Russell's Investment Manager Outlook is intended to generate a meaningful snapshot of investment manager sentiment each quarter. For the current installment of the survey, Russell collected the opinions of senior-level investment decision-makers at U.S. large and small-cap equity investment managers, as well as U.S. fixed-income investment managers. More than 250 managers participated in this survey.
Additional findings from the Investment Manager Outlook include:
Commodity sectors on the move
In the latest survey, managers indicated that they saw new buying opportunities related to commodity sectors. Those sectors that benefit most clearly from an increasing demand for commodities - other energy, integrated oils, and materials and processing - saw double-digit increases in manager bullishness from the last survey and reached highs not seen in more than two years. Sixty-two (62) percent of managers responding to the survey were bullish on other energy, an increase of 12 percentage points from last quarter. Fifty-five (55) percent of managers were bullish on integrated oils and 48 percent were bullish on materials and processing - increases of 12 and 14 percentage points respectively.
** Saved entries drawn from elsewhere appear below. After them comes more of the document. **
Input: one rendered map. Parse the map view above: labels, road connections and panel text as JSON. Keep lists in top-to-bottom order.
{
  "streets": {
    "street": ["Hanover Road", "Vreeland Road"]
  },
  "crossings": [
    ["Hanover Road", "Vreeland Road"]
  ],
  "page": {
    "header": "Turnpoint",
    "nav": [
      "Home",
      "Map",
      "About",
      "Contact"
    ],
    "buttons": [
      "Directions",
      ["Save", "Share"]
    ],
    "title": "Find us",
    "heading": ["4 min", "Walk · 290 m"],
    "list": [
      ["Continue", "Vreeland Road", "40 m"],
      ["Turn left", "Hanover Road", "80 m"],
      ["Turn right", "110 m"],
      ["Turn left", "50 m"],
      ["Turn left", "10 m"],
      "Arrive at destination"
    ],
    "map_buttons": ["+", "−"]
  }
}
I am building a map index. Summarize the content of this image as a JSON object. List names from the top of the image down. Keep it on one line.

"The managers see a commodity-driven expansion worldwide as emerging and developed market economies compete for energy inputs and the raw material to build out their infrastructure," said Pflaum. "The same sectors that managers link to commodities are the ones most highly leveraged to economic activity - a fact which underscores the managers' larger belief in a turnaround for the markets and the economy in the second-half of the year."
As they have the past four quarters, health care and technology continued their lock-tight grip on managers' bullish sentiment. While manager bullishness for health care remained relatively stable, moving down from 73 percent to 71 percent this quarter, enthusiasm for technology dipped noticeably and posted the survey's single largest major sector decrease, dropping from 78 percent last quarter to only 63 percent currently.
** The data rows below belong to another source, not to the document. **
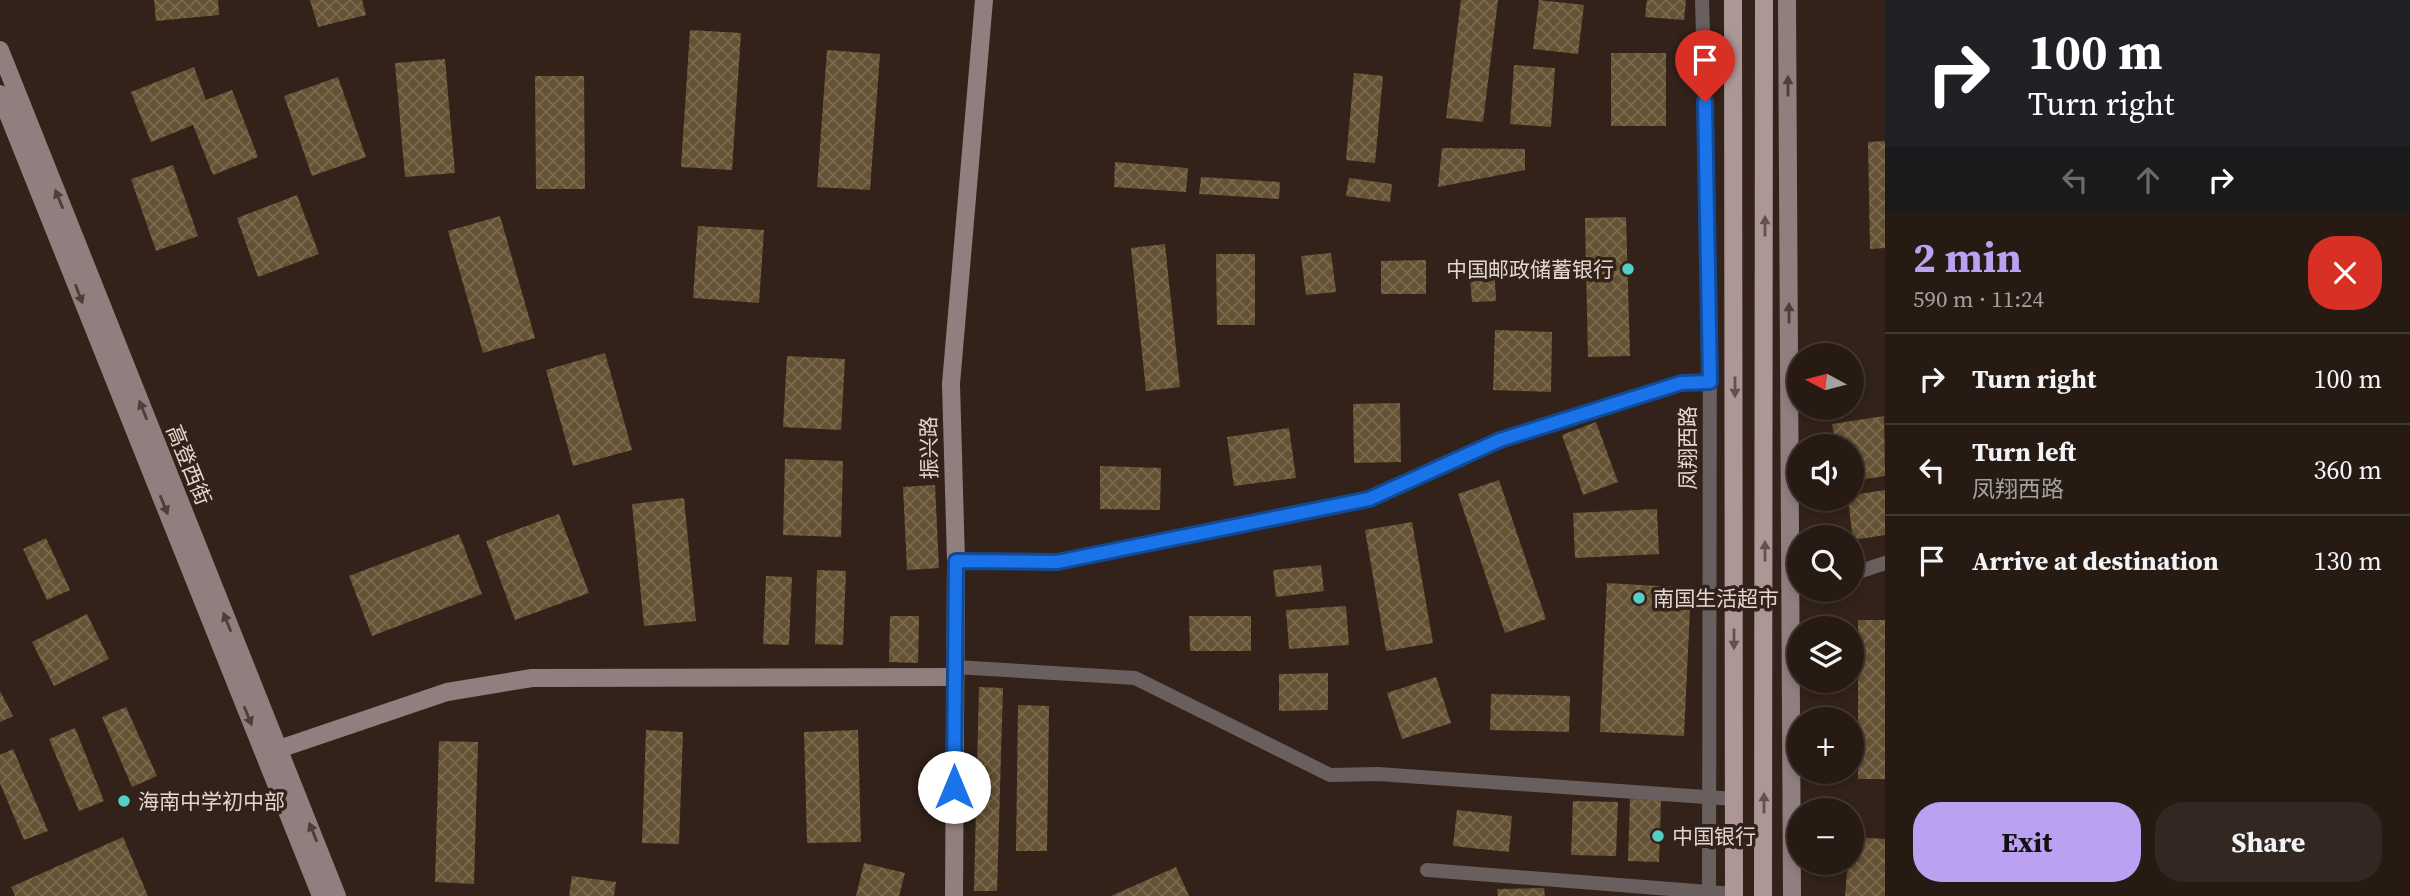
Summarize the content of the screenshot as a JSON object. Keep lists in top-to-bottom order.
{
  "streets": {
    "street": ["振兴路", "凤翔西路", "高登西街"]
  },
  "places": [
    "中国邮政储蓄银行",
    "南国生活超市",
    "海南中学初中部",
    "中国银行"
  ],
  "north": "left",
  "page": {
    "turn": ["100 m", "Turn right"],
    "heading": ["2 min", "590 m · 11:24"],
    "list": [
      {
        "name": "Turn right",
        "value": "100 m"
      },
      {
        "name": "Turn left",
        "note": "凤翔西路",
        "value": "360 m"
      },
      {
        "name": "Arrive at destination",
        "value": "130 m"
      }
    ],
    "map_buttons": ["+", "−"],
    "buttons": ["Exit", "Share"]
  }
}
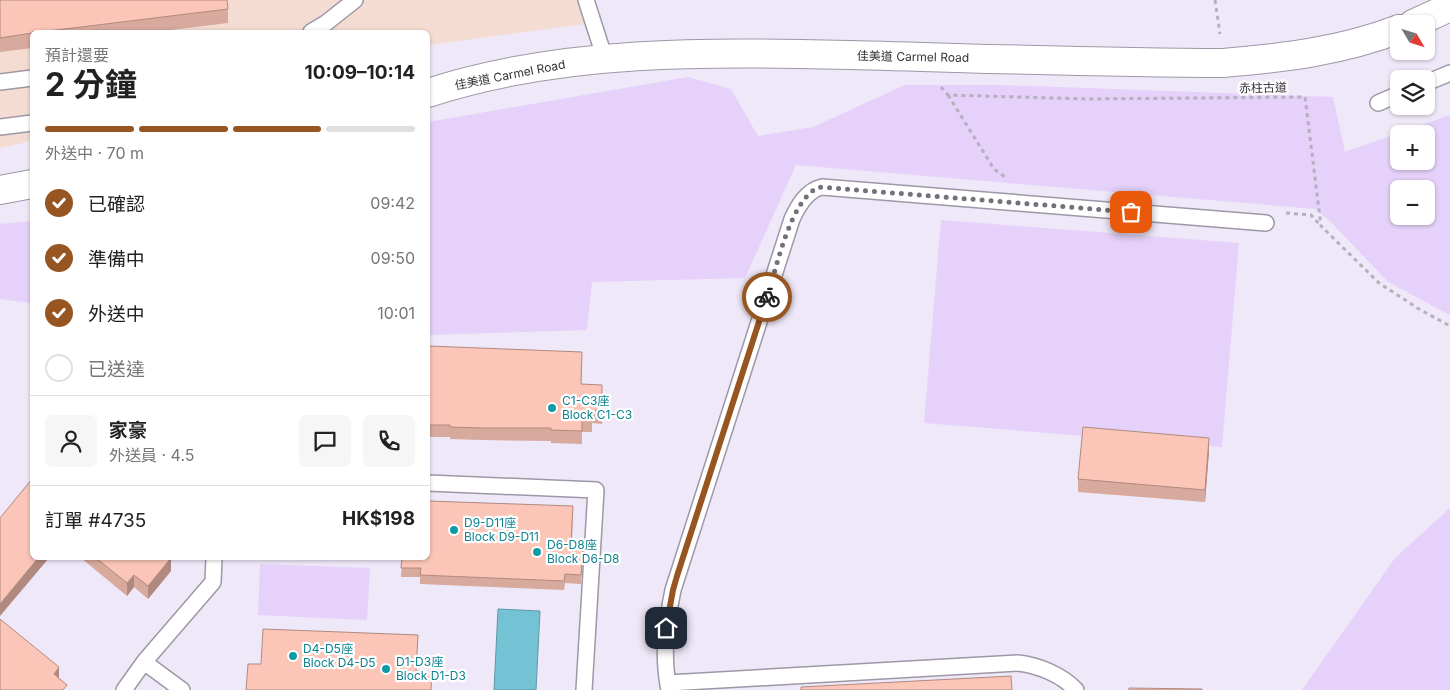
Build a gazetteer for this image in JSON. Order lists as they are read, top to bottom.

Fixed income products reach new highs while managers temper their enthusiasm for growth stocks
While their outlook for the equities market remained steady and upbeat, manager bullishness for corporate and high-yield bonds recorded the highest scores in the history of the survey, 37 and 32 percent respectively. Meanwhile, managers reduced their expectations for growth stocks. U.S. large-cap growth, which has consistently topped the list for bullish sentiment over the past 12 quarters, experienced its largest drop since the second quarter of 2006, decreasing from 75 percent last quarter to a current level of 64 percent. Similarly, U.S. mid-cap growth decreased from 60 percent to 49 percent in bullish ratings and U.S. small-cap growth dropped from 47 percent to 36 percent.
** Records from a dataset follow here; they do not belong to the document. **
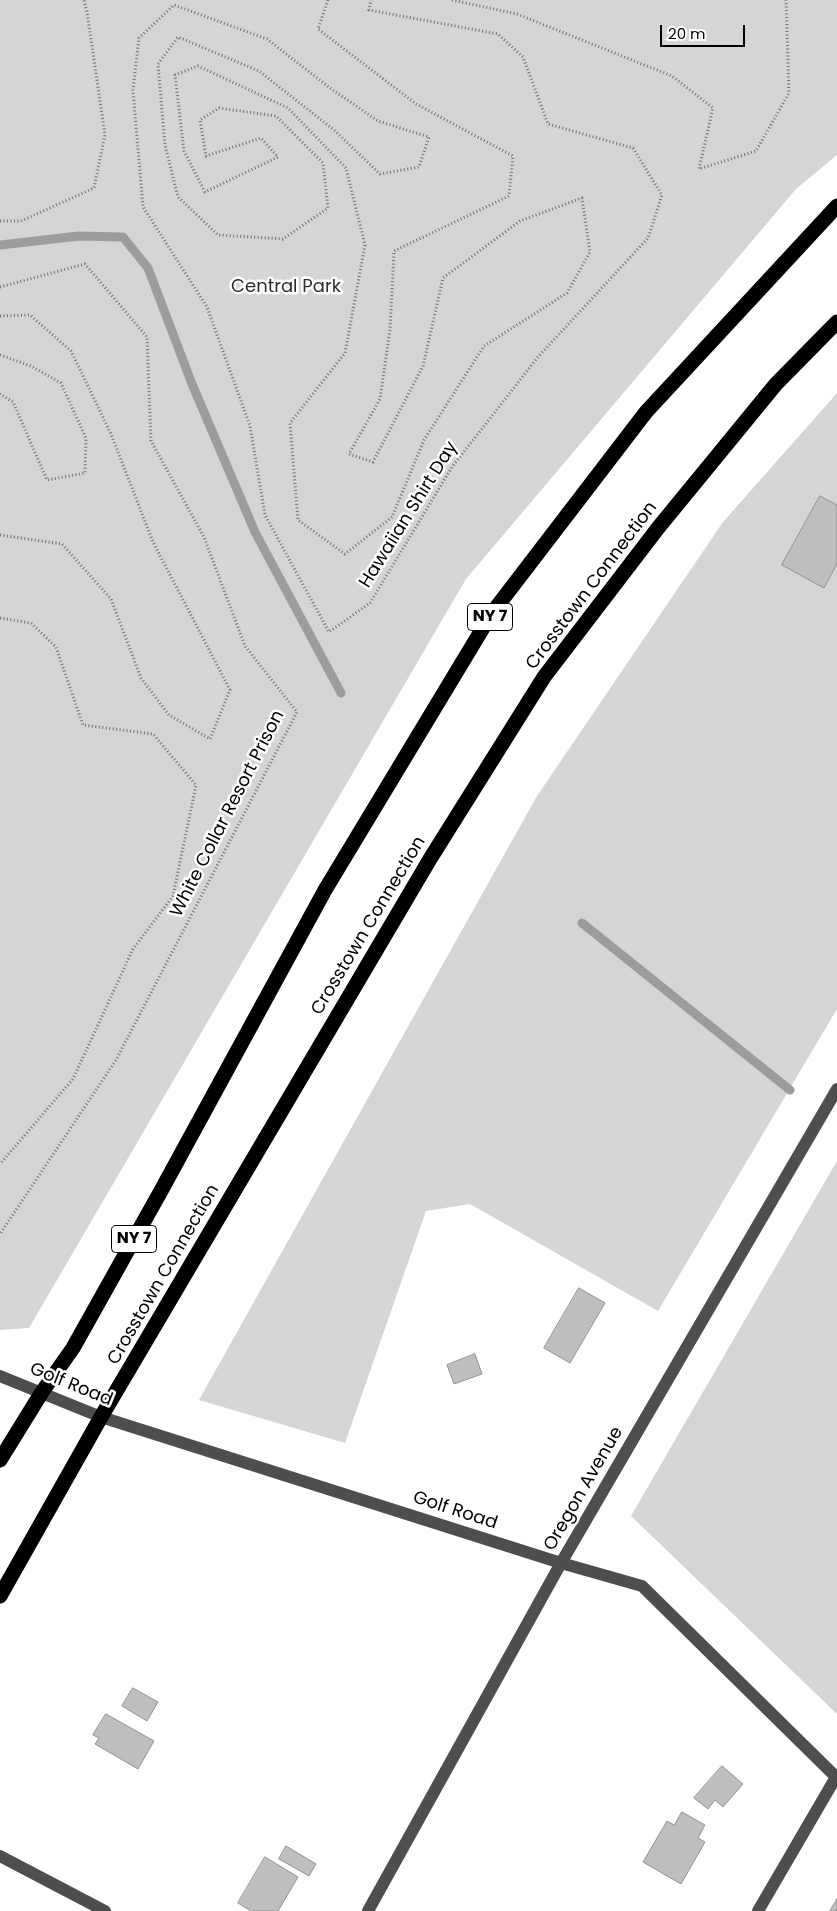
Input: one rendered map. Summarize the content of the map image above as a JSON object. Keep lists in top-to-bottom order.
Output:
{
  "streets": {
    "highway": ["Crosstown Connection", "NY 7"],
    "street": ["Golf Road", "Oregon Avenue"],
    "path": ["Hawaiian Shirt Day", "White Collar Resort Prison"]
  },
  "crossings": [
    ["Crosstown Connection", "Golf Road"],
    ["NY 7", "Golf Road"],
    ["Golf Road", "Oregon Avenue"]
  ],
  "parks": ["Central Park"],
  "scale_bar": "20 m"
}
"With increased market volatility following the credit crunch eruption last August, managers looking for a safe harbor have been increasing their bullishness toward fixed income products, including cash," said Pflaum. "However, we see a barbell pattern, with as many managers bearish on these products, which may indicate that managers collectively expect spreads to effectively remain unchanged in the near term and that greater opportunity lies with investment grade corporate bonds and equities."
About Investment Manager Outlook
Prior to the end of each quarter, Russell polls a sample of US investment managers to collect their top-line opinions about their outlook for the direction of the markets, sectors and asset classes to watch, and trends on the horizon that could impact investment strategy. In addition to the quantitative results, the Investment Manager Outlook provides qualitative analysis and commentary from one of Russell's senior investment strategists. Detailed results and analysis from the Investment Manager Outlook are available on www.russell.com/IMO. For Index data, please visit www.russell.com/indexes.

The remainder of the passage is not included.